Robert Mueller left Democrats a road map to continue their investigations into the conduct and comportment of President Donald Trump. The only question is where that road map leads.
Does it lead to more searching examinations of the President’s efforts to quash the Mueller inquiry? Almost certainly. Does it lead to new probes about possible obstruction of justice? Probably. Does it lead to an effort to impeach Mr. Trump? Maybe.
There are risks to all three routes. And there are risks to avoiding those routes. The American poet Robert Frost is best known for speaking of the “road not taken,” positing in perhaps the country’s best-loved and most-memorized poem that it “made all the difference.” But that poem also spoke of looking down one of the roads and being unable to see beyond “where it bent in the undergrowth.”
But the political undergrowth, so full of uncertainty, nonetheless has a few road posts of certainty.
If the Democrats push too hard, too fast or too swiftly, they could be vulnerable to charges they have overreached, feasting on the President’s distress. The Republicans paid a big price – nearly unprecedented losses at the polls – when their zeal to torment former president Bill Clinton led to his impeachment for sexual improprieties.

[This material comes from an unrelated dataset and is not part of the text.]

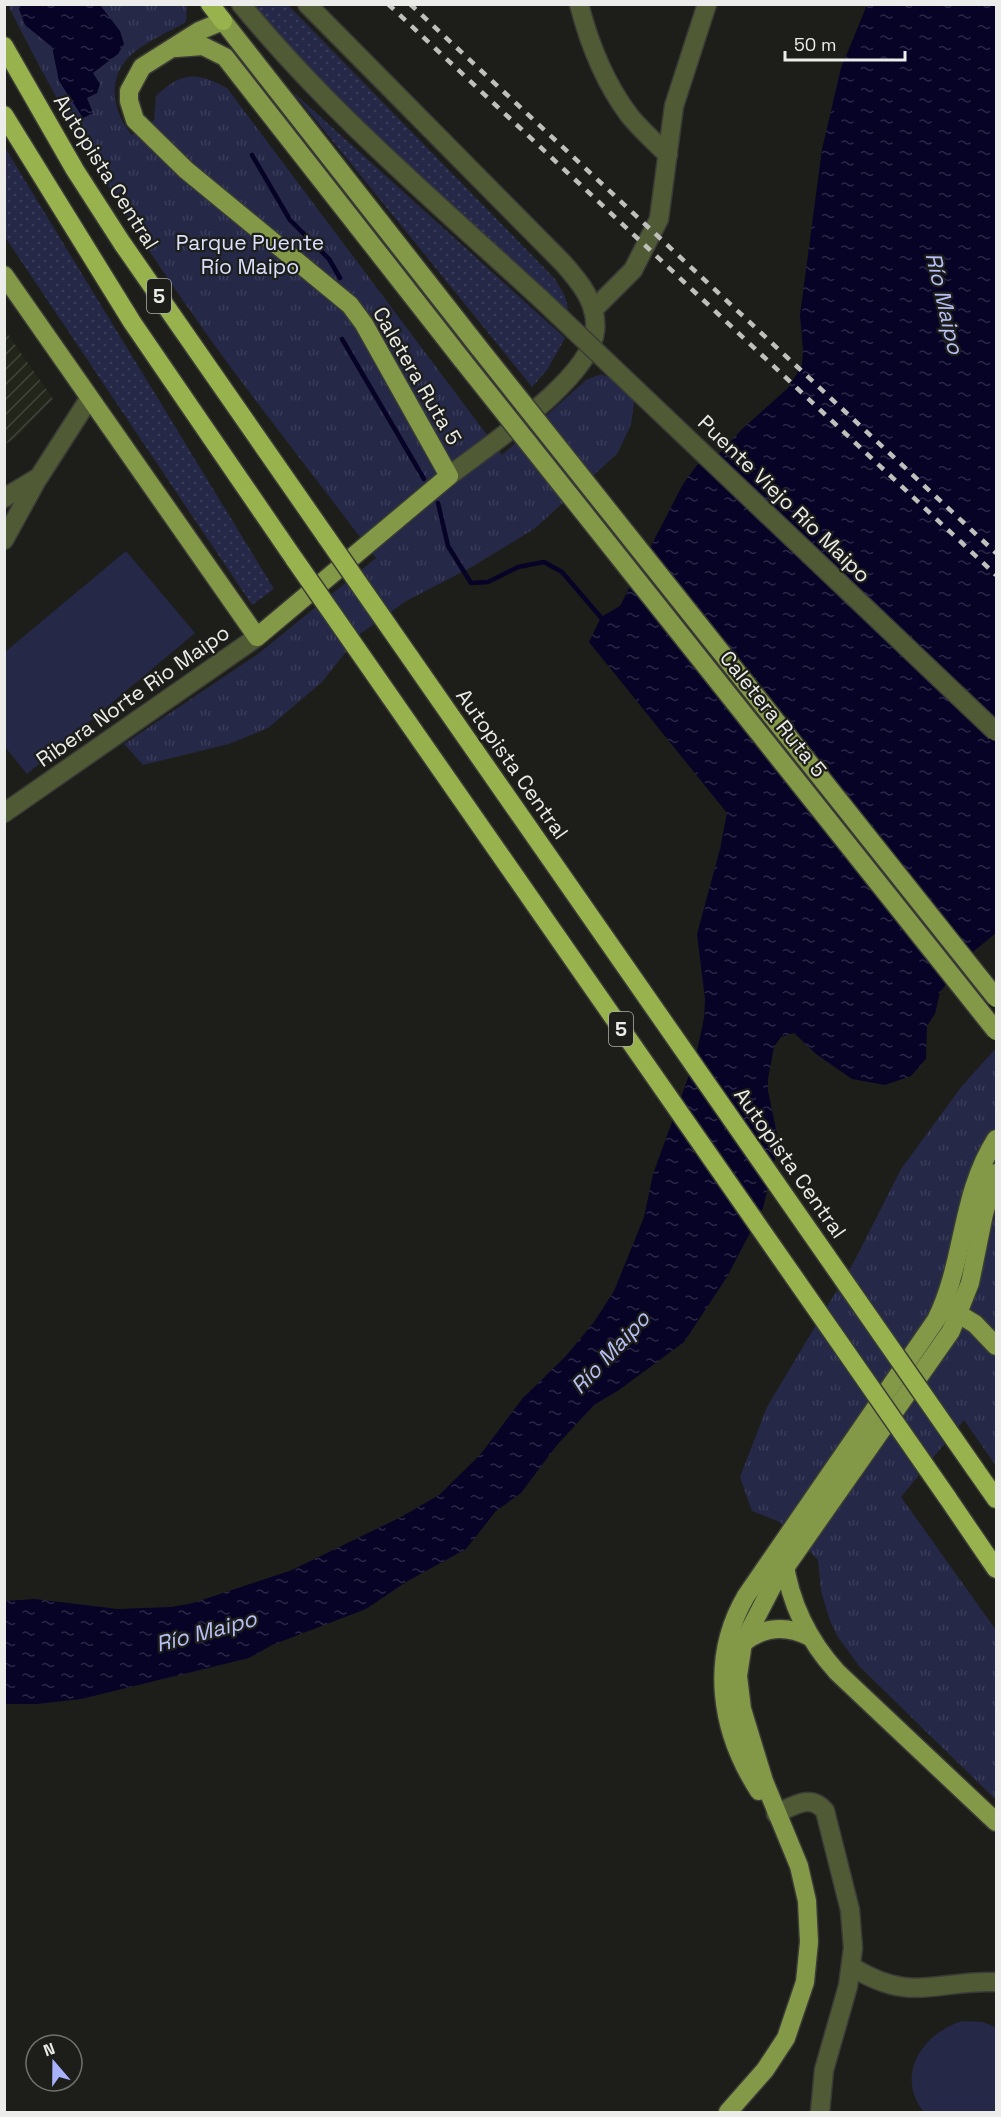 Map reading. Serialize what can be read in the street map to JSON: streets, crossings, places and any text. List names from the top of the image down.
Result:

But if they fail to push or do so with a surfeit of caution, they may miss an important opportunity and alienate the very people who provide them with votes, campaign contributions and political organizing.
“The Democrats are in a lousy place,” said Norman Ornstein, a political analyst for the American Enterprise Institute. “They have constitutional responsibilities and Mueller made it clear there are multiple grounds for impeachment. How do you not go forward and risk enraging the Democratic base?”
Increasingly it is clear that American politics, once shaped by consensus, has devolved into a battle of the bases. Mr. Trump leans to the right and speaks in bombastic terms to appeal to his base in some conservative circles, in rural enclaves and in rusty centres of manufacturing left vacant in the new economy. The Democratic presidential candidates in turn appeal to their base, which is centred in urban areas, on university campuses and in suburbs such as Brookline, Mass., Bethesda, Md., Shaker Heights, Ohio, and Bloomfield Hills, Mich., hugging the city lines.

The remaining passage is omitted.